Another large group of young people was the Peace Corp volunteers from all over the country. This group of about 25 was a remarkable, dedicated group who took some time out from the intensity of their individual assignments to gather together to watch the U.S. Presidential election.
Many individuals work on all kinds of graduate studies in El Salvador. One was interested in “transformational development of the individual.” When her Canadian college advisor heard the topic she wanted to pursue, he immediately sent her to El Salvador knowing that was a hot spot for transformation. Because this is a small country, these people tend to bump into one another enhancing their empirical knowledge through the networking process.
Some travelers are simply passing through such as the two twenty-something tall, blonde sisters from the Netherlands. They began their backpacking journey in Panama and were hiking up through Central America. When we met them, they still had Honduras, Cuba, Belize, and Mexico to conquer before flying home.

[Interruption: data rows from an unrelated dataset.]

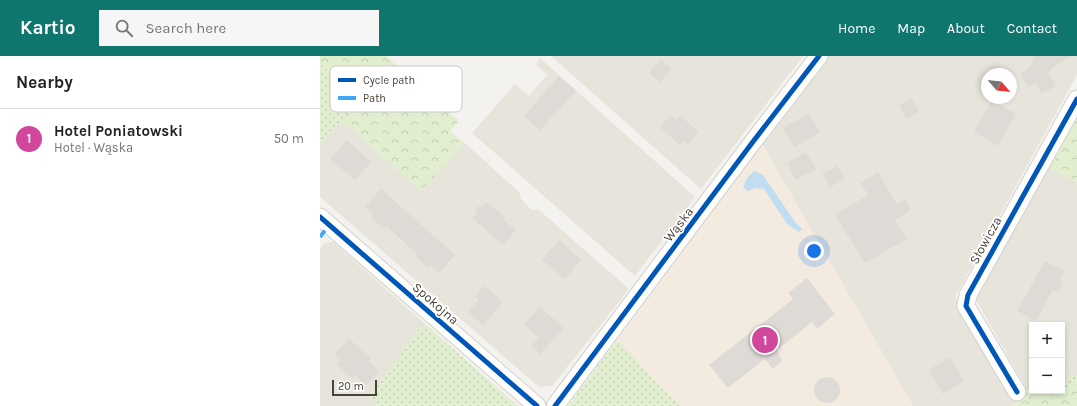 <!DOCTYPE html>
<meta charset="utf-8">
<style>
:root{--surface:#fff;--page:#f6f6f6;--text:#222;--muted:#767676;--line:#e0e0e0;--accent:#0f766e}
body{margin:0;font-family:Karla,sans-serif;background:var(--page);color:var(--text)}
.controls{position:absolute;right:12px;bottom:12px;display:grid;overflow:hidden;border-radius:0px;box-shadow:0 2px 6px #0003}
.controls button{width:36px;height:36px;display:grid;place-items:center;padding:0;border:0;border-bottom:1px solid var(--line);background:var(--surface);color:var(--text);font:20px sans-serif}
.compass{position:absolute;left:661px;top:12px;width:36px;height:36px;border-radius:50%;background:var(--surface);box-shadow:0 2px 6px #0003;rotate:118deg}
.scale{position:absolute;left:12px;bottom:10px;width:45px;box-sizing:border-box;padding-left:4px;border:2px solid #4b4439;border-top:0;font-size:11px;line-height:14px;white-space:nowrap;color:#4b4439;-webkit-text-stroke:3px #fff;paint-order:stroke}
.you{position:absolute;left:494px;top:195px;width:14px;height:14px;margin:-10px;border:3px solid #fff;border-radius:50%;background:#1a73e8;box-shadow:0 0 0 6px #1a73e833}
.badge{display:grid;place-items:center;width:26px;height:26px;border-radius:50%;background:var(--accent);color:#fff;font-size:13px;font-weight:700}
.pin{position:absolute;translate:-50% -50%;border:2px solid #fff;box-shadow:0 1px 4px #0006}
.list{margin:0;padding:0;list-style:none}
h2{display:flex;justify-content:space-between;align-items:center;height:52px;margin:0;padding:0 16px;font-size:17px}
h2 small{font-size:13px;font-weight:400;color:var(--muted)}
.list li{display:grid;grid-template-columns:26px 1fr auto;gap:12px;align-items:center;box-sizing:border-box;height:60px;padding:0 16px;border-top:1px solid var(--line)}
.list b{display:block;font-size:15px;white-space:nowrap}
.list p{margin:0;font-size:13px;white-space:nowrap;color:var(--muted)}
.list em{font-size:13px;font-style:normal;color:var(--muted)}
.icon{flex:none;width:22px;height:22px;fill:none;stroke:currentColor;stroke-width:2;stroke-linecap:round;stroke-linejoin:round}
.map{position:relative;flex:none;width:757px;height:350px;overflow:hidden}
header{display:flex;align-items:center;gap:24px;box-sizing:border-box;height:56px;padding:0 20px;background:var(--accent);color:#fff}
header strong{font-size:19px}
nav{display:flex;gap:22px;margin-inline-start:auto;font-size:14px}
.search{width:280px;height:36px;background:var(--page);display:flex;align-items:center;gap:10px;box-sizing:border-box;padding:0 14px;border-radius:0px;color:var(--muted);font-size:15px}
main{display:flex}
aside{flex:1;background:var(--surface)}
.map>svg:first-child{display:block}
.residential{fill:#e7e4dc;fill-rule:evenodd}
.commercial{fill:#f3ebdf}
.grass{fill:url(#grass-dots)}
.forest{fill:url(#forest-crowns)}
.water{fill:#c0ddf1}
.building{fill:#dedbd6}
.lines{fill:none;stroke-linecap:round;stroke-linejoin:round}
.minor-casing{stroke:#d2d0cb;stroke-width:19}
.minor{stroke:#fdfdfc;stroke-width:17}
.quiet{stroke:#3fa9f5;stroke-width:4;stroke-dasharray:8 4;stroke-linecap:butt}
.cycleway-casing{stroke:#fff;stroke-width:8}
.cycleway{stroke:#0057b8;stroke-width:5}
.labels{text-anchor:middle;stroke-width:3.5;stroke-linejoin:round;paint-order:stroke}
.street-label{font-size:13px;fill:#4b4439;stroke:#fff}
.key{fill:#fff;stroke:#c9c7c4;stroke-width:1}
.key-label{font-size:11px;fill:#4b4439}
</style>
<header>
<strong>Kartio</strong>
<div class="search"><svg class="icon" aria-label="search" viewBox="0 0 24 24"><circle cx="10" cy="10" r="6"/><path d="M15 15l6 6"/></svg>Search here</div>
<nav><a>Home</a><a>Map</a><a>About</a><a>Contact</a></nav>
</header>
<main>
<aside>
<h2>Nearby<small></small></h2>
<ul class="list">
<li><span class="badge" style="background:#d1479c">1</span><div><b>Hotel Poniatowski</b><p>Hotel · Wąska</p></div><em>50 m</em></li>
</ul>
</aside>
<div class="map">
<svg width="757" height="350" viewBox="0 0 757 350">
<defs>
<pattern id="grass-dots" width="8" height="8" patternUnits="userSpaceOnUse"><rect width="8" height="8" fill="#e1eecf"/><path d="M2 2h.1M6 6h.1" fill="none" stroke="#c3cdb2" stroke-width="1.8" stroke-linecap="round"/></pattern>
<pattern id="forest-crowns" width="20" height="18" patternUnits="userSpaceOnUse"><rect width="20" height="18" fill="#e1eecf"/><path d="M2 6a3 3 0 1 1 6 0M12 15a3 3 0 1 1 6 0" fill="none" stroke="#c3cdb2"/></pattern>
</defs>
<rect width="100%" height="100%" fill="#f4f2ee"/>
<!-- residential -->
<g class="residential">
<polygon points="231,0 483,0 381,133"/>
<path d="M504,0H757V19L635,241L695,347L691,350H593L442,88ZM667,18H691V42H667Z"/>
<polygon points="220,2 375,141 315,220 152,77 195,28 209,40 227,19 216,8"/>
<polygon points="21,64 101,135 145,87 200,137 201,143 212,154 218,153 309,233 232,330 219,331 0,141 0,88"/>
<polygon points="727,111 757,127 757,319 742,324 742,269 712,269 712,334 708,335 655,242"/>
<polygon points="13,186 104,267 49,341 58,350 0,350 0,192 4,187"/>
</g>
<!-- commercial -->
<polygon class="commercial" points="442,88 593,350 360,350 297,284"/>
<!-- grass -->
<g class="grass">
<polygon points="0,8 40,43 0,88"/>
<polygon points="104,267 198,350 58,350 48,342"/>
<polygon points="297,284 360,350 248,350"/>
<polygon points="757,319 757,329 742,334 742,324"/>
<polygon points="712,334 712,335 737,335 695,347 692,343"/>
</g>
<!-- forest -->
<g class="forest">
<polygon points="0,0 66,0 139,65 130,75 145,87 101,135 21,64 39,43 0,8"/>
<polygon points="757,56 757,127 727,111"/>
<polygon points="757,329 757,350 691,350 695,347 737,335 742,335 742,334"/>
</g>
<!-- water -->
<polygon class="water" points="434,115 443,119 475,166 482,173 479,176 467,168 444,133 435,132 428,135 423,131 427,122"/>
<!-- building -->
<g class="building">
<polygon points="714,0 751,0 729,14 731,16 728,17 736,30 722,38 715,27 708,31 700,18 709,12"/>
<polygon points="341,3 352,13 340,26 329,17"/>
<polygon points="239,20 256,35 220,74 204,60"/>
<polygon points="591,42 599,55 587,63 579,50"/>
<polygon points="672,45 696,58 678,90 654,76"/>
<polygon points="489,57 500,76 474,91 463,72"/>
<polygon points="351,59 356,64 360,59 378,76 368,88 364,85 360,89 340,71"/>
<polygon points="27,84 51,106 35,124 10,103"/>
<polygon points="486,96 496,113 476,124 467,107"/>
<polygon points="517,110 525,123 510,131 502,118"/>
<polygon points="558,116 577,148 585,143 591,154 575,164 587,183 545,207 515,159 548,139 541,127"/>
<polygon points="61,133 135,199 119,217 111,210 108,212 95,200 97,198 81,183 66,170 64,173 51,161 53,158 45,151"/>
<polygon points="167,146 185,161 183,163 196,174 183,189 152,162 157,156 156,151 162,151"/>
<polygon points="239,184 261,204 245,223 222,204"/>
<polygon points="725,205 744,215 740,221 743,230 737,236 733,234 716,265 697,255"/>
<polygon points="487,222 515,258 497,273 492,266 457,294 462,305 453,313 445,303 408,332 389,309 473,243 468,237"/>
<polygon points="164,230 183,246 163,269 148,256 159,244 155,241"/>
<polygon points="220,251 244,272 220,298 211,290 219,282 204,268"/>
<polygon points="29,283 51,302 48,305 59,315 46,329 35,319 32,322 17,309 21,304 15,298"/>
<polygon points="630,301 644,325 623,338 609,314"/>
<circle cx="507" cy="334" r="13"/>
</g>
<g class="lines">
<defs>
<g id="minor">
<polyline points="0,161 217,350"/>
<polyline points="697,336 646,250 648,239 757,43"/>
<polyline points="235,350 432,87 499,0"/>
</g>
</defs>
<!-- minor casing -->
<use href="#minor" class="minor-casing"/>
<!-- minor -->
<use href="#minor" class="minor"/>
<!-- quiet -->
<polyline class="quiet" points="0,181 9,169"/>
<defs>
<g id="cycleway">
<polyline points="0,161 217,350"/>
<polyline points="697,336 646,250 648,239 757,43"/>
<polyline points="235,350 432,87 499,0"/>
</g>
</defs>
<!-- cycleway casing -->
<use href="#cycleway" class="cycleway-casing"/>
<!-- cycleway -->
<use href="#cycleway" class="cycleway"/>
</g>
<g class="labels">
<!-- street labels -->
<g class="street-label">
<text transform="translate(358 168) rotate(-53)" y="5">Wąska</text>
<text transform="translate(665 184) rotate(-61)" y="5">Słowicza</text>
<text transform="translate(116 247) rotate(41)" y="5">Spokojna</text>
</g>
</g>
<!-- legend -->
<rect x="10" y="10" width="132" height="46" rx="6" class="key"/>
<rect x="18" y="22" width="18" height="4" fill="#0057b8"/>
<rect x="18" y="40" width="18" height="4" fill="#3fa9f5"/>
<g class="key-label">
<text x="43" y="28">Cycle path</text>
<text x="43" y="46">Path</text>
</g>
</svg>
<div class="controls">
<button>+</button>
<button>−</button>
</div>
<svg class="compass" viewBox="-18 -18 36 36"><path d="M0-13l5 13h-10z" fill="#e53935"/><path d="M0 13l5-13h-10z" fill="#767676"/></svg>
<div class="scale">20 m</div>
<div class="you"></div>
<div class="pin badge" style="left:445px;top:284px;background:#d1479c">1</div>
</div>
</main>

There was no real itinerary. As they heard about places to see and things to do along the way, they stopped. We met people who came for a funeral and decided to stay and explore. A well-traveled elderly couple visited El Salvador on a stopover to see its historical and indigenous art. Another family flew here “on miles” to visit family while enroute to the southern hemisphere. They had just hired a local to take them into the forests to show their daughter the monkeys.
Many free-lance writers gravitate toward this place called El Salvador. Here they find an open slate filled with issues that stimulate their creativity. We spent a half-day with one writer who writes primarily on social issues.
Some individuals come to the country to visit and never leave. Others live here for several years, leave, but return repeatedly staying forever connected to the gentle people with whom they form relationships. Translators are always in demand and those with fluent Spanish can easily find short-term work in that field.
El Salvador seems to be a magnet for lots of kinds of people. Each one is a gem in a treasure chest waiting to be discovered. We have been fortunate to be in their paths and get to know many of them.